# Is everybody capable of falling in love?



## Aerie (Jun 19, 2004)

I have been in a four year relationship that tragically ended in the both of us getting hurt. After the break up i started to look for possible "rebound" individuals to get my mind off of him. Now i've noticed that I'm still going out with "rebounds" three years after the break up. The guys that i been dating never seem to satisfy what i want emotionally and physically(physical appearance). My standards has dropped tremendously and i feel like I'm always trying to make everybody else around me happier than they ever make me. Also, when i date a guy that my family and friends like i tend to lose interest. Is this common?


----------



## David Baxter PhD (Jun 19, 2004)

What it suggests to me, Aerie, is that you are putting too much focus on "being in a relationship" than on finding out what it is you want, either in a relationship or just for yourself. As long as you do that, and keep going from one relationship to another trying to find one that will "make you happy", you are not going to find much success.

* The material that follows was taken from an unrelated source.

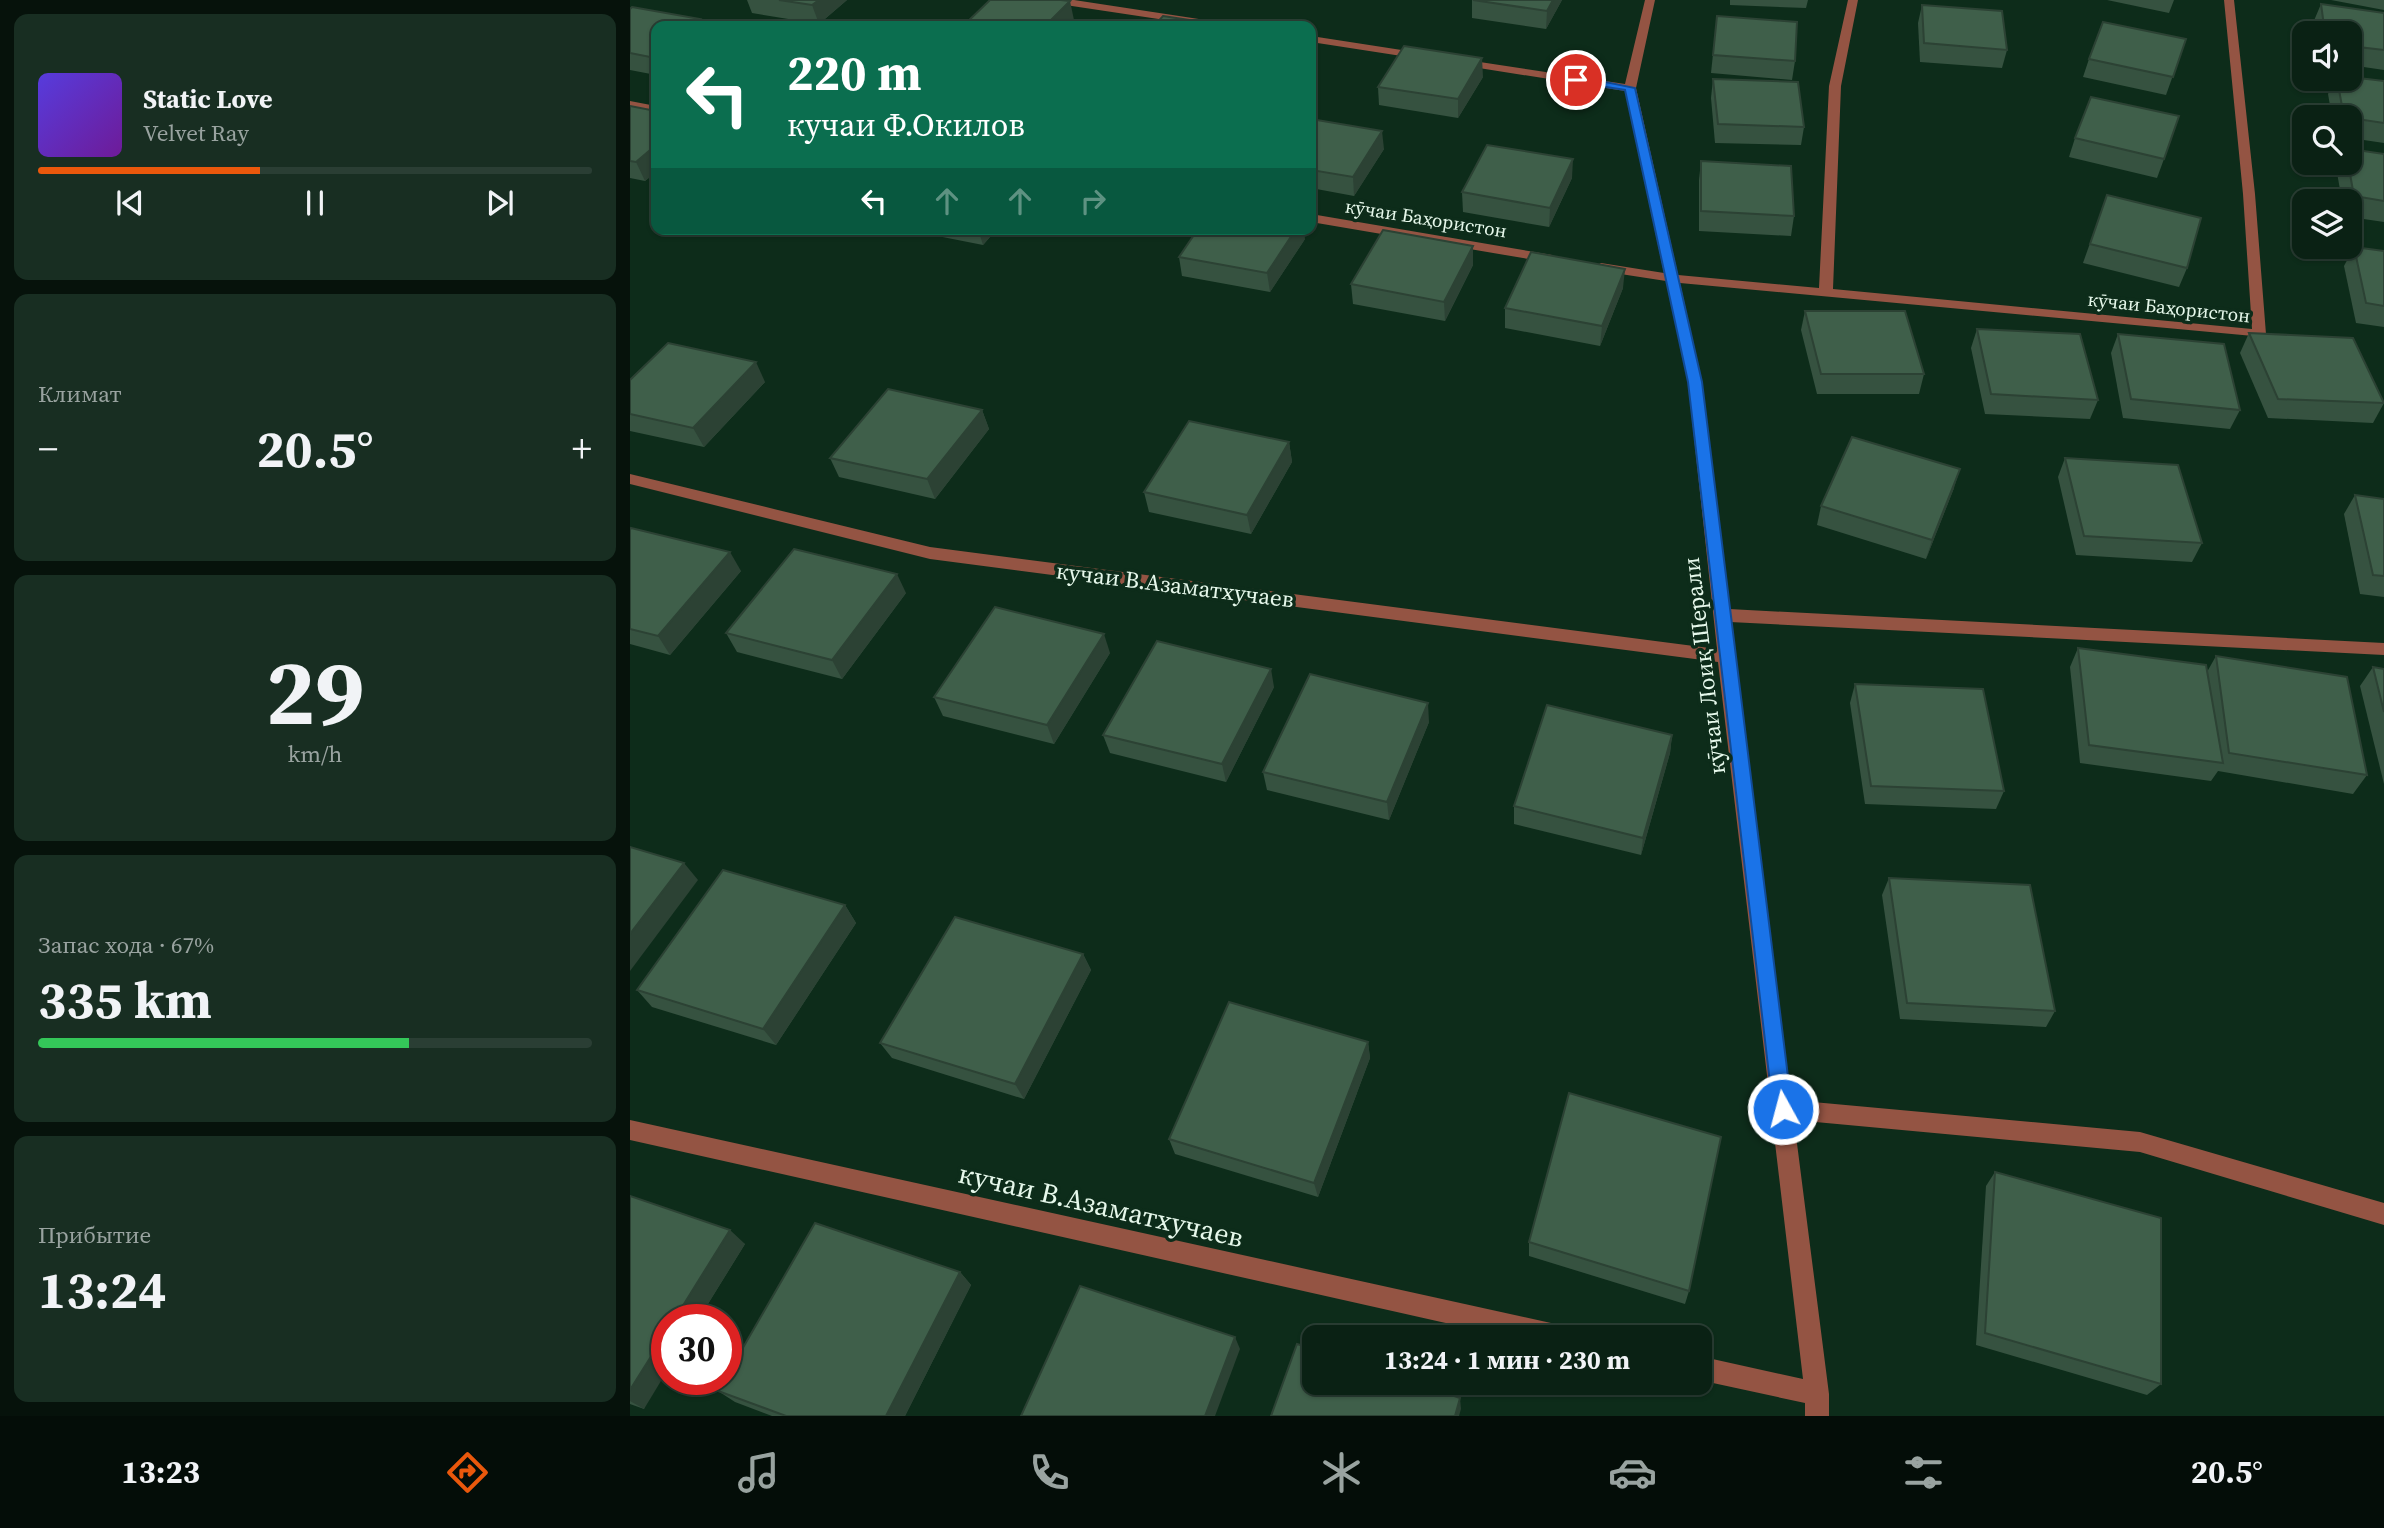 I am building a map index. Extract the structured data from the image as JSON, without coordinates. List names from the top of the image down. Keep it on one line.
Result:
{"streets":{"street":["кӯчаи Баҳористон","кучаи В.Азаматхучаев","кӯчаи Лоиқ Шерали"]},"crossings":[["кӯчаи Баҳористон","кӯчаи Лоиқ Шерали"],["кучаи В.Азаматхучаев","кӯчаи Лоиқ Шерали"]],"page":{"turn":["220 m","кучаи Ф.Окилов"],"song":["Static Love","Velvet Ray"],"tile":["Климат",["29","km/h"],["Запас хода · 67%","335 km"],["Прибытие","13:24"]],"heat":["−","20.5°","+"],"limit":"30","trip":"13:24 · 1 мин · 230 m","tabs":["13:23","20.5°"]}} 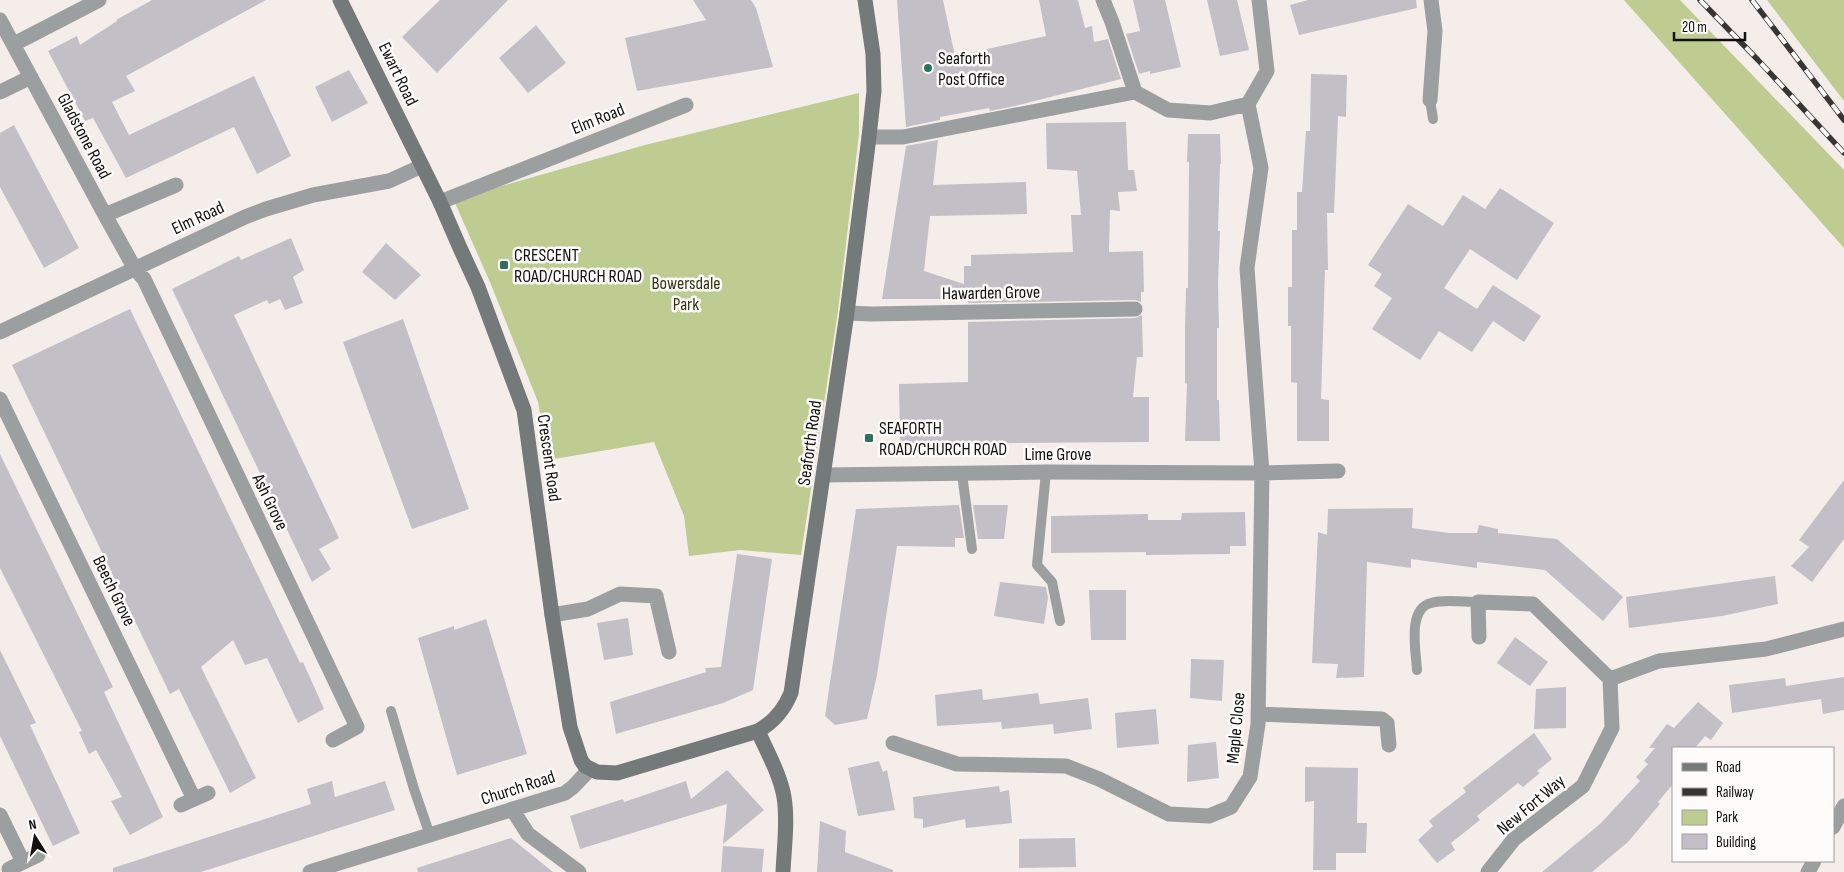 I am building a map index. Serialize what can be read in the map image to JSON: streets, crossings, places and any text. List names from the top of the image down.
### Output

There is a book by Harville Hendrix, _Getting the Love You Want: A Guide for Couples_, that I often recommend, even for people who are not currently in a rfelationship. The book is divided into three parts: The Unconscious Marriage, The Conscious Marriage, and a series of exercises to help you find and maintain a relationship that will be more fulfilling and satisfying for you, or to reconstruct a current relationship so it can be that for you. 

I don't agree with everything the author says but I do find some of the exercises helpful and I think his basic premise is correct: what many of us do is go into a relaionship without clearly identifying what it is we want and expect from the relationship - after a while, we realize this one just isn't working out, so we leave and after a bit find ourselves in another relationship, but again with no clear idea of what it is we want, need, or expect to get in the relationship - and the cycle repeats itself. That's the idea of "the unconscious marriage] - the rest of the book is about trying to remedy that.

You may not be old enough to remember that old (and somewhat goofy) song, "Looking for Love in All the Wrong Places" but when I think of that it often occurs to me that people "find love" more often when they focus on "finding themselves" - and once they have done that, love "finds" them.


----------